[Collected data]

++++++++++

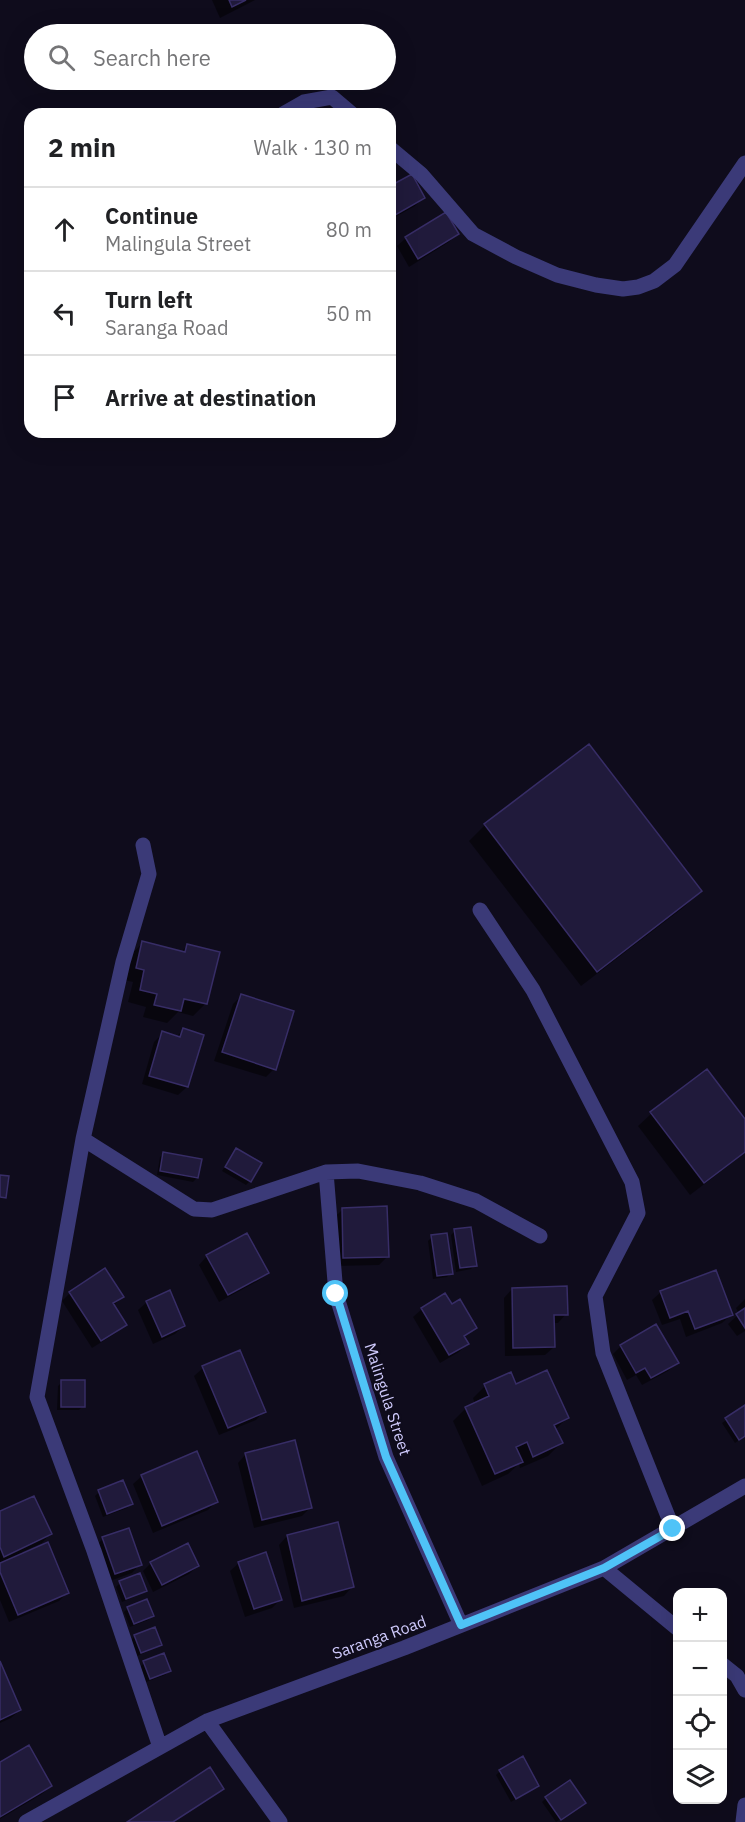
<!DOCTYPE html>
<meta charset="utf-8">
<style>
:root{--surface:#fff;--page:#f6f6f6;--text:#202124;--muted:#757577;--line:#e0e0e0}
body{margin:0;font-family:"IBM Plex Sans",sans-serif;background:var(--page);color:var(--text)}
.controls{position:absolute;right:18px;bottom:18px;display:grid;overflow:hidden;border-radius:12px;box-shadow:0 6px 24px #0002}
.controls button{width:54px;height:54px;display:grid;place-items:center;padding:0;border:0;border-bottom:2px solid var(--line);background:var(--surface);color:var(--text);font:30px sans-serif}
.stop{position:absolute;width:18px;height:18px;margin:-14px;border:4px solid #4fc3f7;border-radius:50%;background:#fff}
.stop.end{background:#4fc3f7;border-color:#fff;box-shadow:0 2px 6px #0008}
.list{margin:0;padding:0;list-style:none}
h2{display:flex;justify-content:space-between;align-items:center;height:78px;margin:0;padding:0 24px;font-size:26px}
h2 small{font-size:20px;font-weight:400;color:var(--muted)}
.list li{display:grid;grid-template-columns:39px 1fr auto;gap:18px;align-items:center;box-sizing:border-box;height:84px;padding:0 24px;border-top:2px solid var(--line)}
.list b{display:block;font-size:22px;white-space:nowrap}
.list p{margin:0;font-size:20px;white-space:nowrap;color:var(--muted)}
.list em{font-size:20px;font-style:normal;color:var(--muted)}
.icon{flex:none;width:33px;height:33px;fill:none;stroke:currentColor;stroke-width:2;stroke-linecap:round;stroke-linejoin:round}
.map{position:relative;flex:none;width:745px;height:1822px;overflow:hidden}
.search{position:absolute;background:var(--surface);box-shadow:0 6px 24px #0002;left:24px;top:24px;width:372px;height:66px;display:flex;align-items:center;gap:15px;box-sizing:border-box;padding:0 21px;border-radius:33px;color:var(--muted);font-size:22px}
.panel{position:absolute;background:var(--surface);box-shadow:0 6px 24px #0002;left:24px;top:108px;width:372px;height:330px;border-radius:18px}
.map>svg:first-child{display:block}
.shadow{fill:#0007}
.building{fill:#201a3b;stroke:#372d66;stroke-width:1.5}
.lines{fill:none;stroke-linecap:round;stroke-linejoin:round}
.street{stroke:#3b3a78;stroke-width:15}
.route{stroke:#4fc3f7;stroke-width:8}
.labels{text-anchor:middle;dominant-baseline:central;stroke-width:4.5;stroke-linejoin:round;paint-order:stroke}
.street-label{font-size:16px;fill:#cfcafc;stroke:#0f0c1c}
</style>
<div class="map">
<svg width="745" height="1822" viewBox="0 0 745 1822">
<rect width="100%" height="100%" fill="#0f0c1c"/>
<path class="shadow" d="M212 0H255L220 18Z
M390 188 423 198 415 206 390 220Z
M457 234 449 242 409 267 397 246 406 238Z
M485 825 700 891 684 907 581 986 469 841Z
M143 943 181 952 187 946 206 1003 193 1016 178 1012 167 1023 143 1017 146 1007 128 1002 133 982 124 980 130 955Z
M241 996 274 1069 266 1077 214 1061 233 1004Z
M183 1030 187 1087 178 1095 142 1084 154 1042 163 1033 176 1037Z
M707 1071 745 1122V1153L690 1195 638 1126 651 1114Z
M236 1150 250 1181 246 1185 222 1171Z
M164 1153 197 1178 193 1182 157 1175 160 1157Z
M342 1210 388 1256 379 1265 335 1266 334 1218Z
M455 1231 475 1265 471 1269 456 1272 451 1235Z
M432 1237 451 1273 447 1277 433 1279 428 1241Z
M207 1256 267 1273 258 1281 219 1302 199 1265Z
M512 1289 566 1314 558 1323H553L554 1347 545 1355 505 1356 504 1298Z
M661 1292 731 1315 722 1323 686 1337 680 1319 662 1325 652 1300Z
M70 1293 122 1297 113 1306 125 1324 116 1333 92 1348 62 1301Z
M745 1299V1331L737 1336 728 1324 739 1314 736 1308Z
M147 1302 184 1325 175 1334 153 1344 138 1310Z
M451 1306 475 1327 463 1338 467 1344 459 1352 440 1363 413 1317 422 1309Z
M621 1346 677 1362 668 1371 642 1385 636 1375 627 1380 613 1354Z
M203 1368 264 1411 256 1420 219 1435 194 1376Z
M62 1382 83 1406 79 1410H57L58 1386Z
M485 1386H516L567 1418 555 1430 561 1443 548 1456 520 1468 519 1464 508 1474 482 1486 453 1421 466 1408 475 1404 473 1398Z
M745 1407V1436L735 1443 722 1423Z
M246 1454 310 1508 302 1516 254 1528 238 1463Z
M142 1476 216 1502 208 1510 153 1533 133 1484Z
M99 1492 131 1504 127 1508 103 1517 95 1496Z
M0 1513 50 1534 42 1543 22 1552 68 1592 59 1601 9 1622 0 1600Z
M287 1536 352 1587 344 1596 294 1608 279 1545Z
M103 1539 140 1564 132 1573 107 1582 94 1547Z
M151 1563 198 1566 189 1574 153 1592 143 1571Z
M239 1563 281 1599 272 1608 245 1617 230 1571Z
M120 1583 145 1590 141 1594 122 1602 116 1587Z
M128 1608 152 1616 148 1620 130 1627 124 1612Z
M135 1636 160 1645 156 1648 137 1656 131 1640Z
M144 1663 169 1671 165 1675 146 1682 140 1667Z
M0 1665 20 1710 11 1718 0 1723Z
M0 1764 51 1786 42 1794 0 1819Z
M500 1771 537 1786 511 1802 496 1775Z
M546 1798 580 1807 556 1822 542 1802Z"/>
<path class="building" d="M229 0H246L232 7Z
M412 174 425 198 390 218V186Z
M446 212 459 234 418 259 405 237Z
M589 744 702 891 597 972 484 824Z
M142 941 185 952 187 944 220 952 207 1004 184 999 181 1011 154 1005 157 994 140 990 144 970 136 968Z
M241 994 294 1011 276 1070 222 1052Z
M183 1028 204 1035 188 1087 149 1076 162 1031 180 1037Z
M707 1069 745 1119V1152L704 1183 650 1112Z
M236 1148 262 1163 251 1182 225 1167Z
M163 1152 202 1159 198 1178 160 1171Z
M0 1175 9 1176 6 1198 0 1197Z
M387 1206 389 1257 343 1258 342 1208Z
M471 1227 477 1266 460 1268 454 1229Z
M247 1233 269 1273 228 1295 206 1255Z
M447 1233 453 1274 437 1276 431 1235Z
M105 1268 124 1297 113 1303 127 1325 101 1341 69 1292Z
M716 1270 733 1315 695 1329 688 1311 670 1318 660 1291Z
M567 1286 568 1315H554L555 1347 513 1348 512 1288Z
M170 1290 185 1326 162 1337 146 1301Z
M445 1293 452 1304 460 1299 477 1328 464 1336 469 1344 449 1355 421 1308Z
M745 1308V1328L736 1314Z
M656 1324 679 1363 651 1378 645 1368 636 1373 620 1345Z
M240 1350 266 1412 228 1428 202 1366Z
M547 1370 569 1418 554 1425 563 1443 533 1457 527 1442 516 1447 523 1462 495 1474 465 1407 489 1396 484 1384 511 1372 516 1384Z
M61 1380H85V1407H61Z
M745 1405V1436L739 1440 725 1418Z
M295 1440 312 1508 262 1520 245 1453Z
M197 1451 218 1502 162 1526 141 1475Z
M123 1480 133 1504 107 1514 98 1490Z
M34 1496 52 1534 4 1557 0 1547V1511Z
M338 1522 354 1587 302 1601 287 1535Z
M129 1528 142 1565 115 1574 102 1537Z
M48 1542 69 1593 18 1615 0 1572V1563Z
M188 1543 199 1566 162 1585 150 1562Z
M266 1552 282 1600 254 1609 238 1562Z
M140 1573 147 1591 126 1599 119 1581Z
M147 1599 154 1616 134 1624 127 1607Z
M155 1627 162 1645 141 1653 134 1635Z
M164 1653 171 1671 150 1679 143 1661Z
M0 1661 21 1710 0 1720Z
M29 1745 52 1786 0 1817V1762Z
M523 1756 539 1786 516 1799 499 1770Z
M210 1767 224 1789 173 1822H127Z
M570 1780 586 1803 561 1820 545 1797Z"/>
<g class="lines">
<path class="street" d="M283 114 304 102 332 97 352 114
M390 148 421 174 473 234 516 257 557 275 596 285 623 289 638 287 654 281 675 265 745 163
M143 845 149 874 123 962 83 1139 37 1397 94 1551 160 1747
M480 910 533 990 632 1182 638 1213 595 1296 603 1353 673 1529
M83 1139 194 1209 212 1210 326 1172 358 1171 420 1183 476 1201 540 1236
M326 1172 336 1294 386 1457 461 1625
M604 1568 678 1629
M722 1664 737 1676 745 1690
M207 1721 280 1822
M26 1822 207 1721 404 1648 604 1568 745 1486
M743 1822 745 1805"/>
</g>
<g class="lines">
<path class="route" d="M336 1294 386 1457 461 1625 604 1568 673 1529"/>
</g>
<g class="labels">
<g class="street-label">
<text transform="translate(388 1399) rotate(72)">Malingula Street</text>
<text transform="translate(379 1637) rotate(-20)">Saranga Road</text>
</g>
</g>
</svg>
<div class="controls">
<button>+</button>
<button>−</button>
<button><svg class="icon" aria-label="locate" viewBox="0 0 24 24"><circle cx="12" cy="12" r="6"/><path d="M12 2v4M12 18v4M2 12h4M18 12h4"/></svg></button>
<button><svg class="icon" aria-label="layers" viewBox="0 0 24 24"><path d="M12 4l9 5-9 5-9-5zM3 14l9 5 9-5"/></svg></button>
</div>
<div class="stop" style="left:336px;top:1294px"></div>
<div class="stop end" style="left:673px;top:1529px"></div>
<div class="search"><svg class="icon" aria-label="search" viewBox="0 0 24 24"><circle cx="10" cy="10" r="6"/><path d="M15 15l6 6"/></svg>Search here</div>
<section class="panel">
<h2>2 min<small>Walk · 130 m</small></h2>
<ul class="list">
<li><svg class="icon" aria-label="ahead" viewBox="0 0 24 24"><path d="M12 20V5M6 11l6-6 6 6"/></svg><div><b>Continue</b><p>Malingula Street</p></div><em>80 m</em></li>
<li><svg class="icon" aria-label="left" viewBox="0 0 24 24"><path d="M17 20v-9H6M10 6l-5 5 5 5"/></svg><div><b>Turn left</b><p>Saranga Road</p></div><em>50 m</em></li>
<li><svg class="icon" aria-label="arrive" viewBox="0 0 24 24"><path d="M6 21V4h12l-3 4 3 4H6"/></svg><div><b>Arrive at destination</b></div></li>
</ul>
</section>
</div>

++++++++++

* **WHAT TO DO**
A word-for-word restatement of the records above from the line containing "20V5M6 11l6-6 6" to their final line is all the answer should hold.

* **WRITTEN ANSWER**
<li><svg class="icon" aria-label="ahead" viewBox="0 0 24 24"><path d="M12 20V5M6 11l6-6 6 6"/></svg><div><b>Continue</b><p>Malingula Street</p></div><em>80 m</em></li>
<li><svg class="icon" aria-label="left" viewBox="0 0 24 24"><path d="M17 20v-9H6M10 6l-5 5 5 5"/></svg><div><b>Turn left</b><p>Saranga Road</p></div><em>50 m</em></li>
<li><svg class="icon" aria-label="arrive" viewBox="0 0 24 24"><path d="M6 21V4h12l-3 4 3 4H6"/></svg><div><b>Arrive at destination</b></div></li>
</ul>
</section>
</div>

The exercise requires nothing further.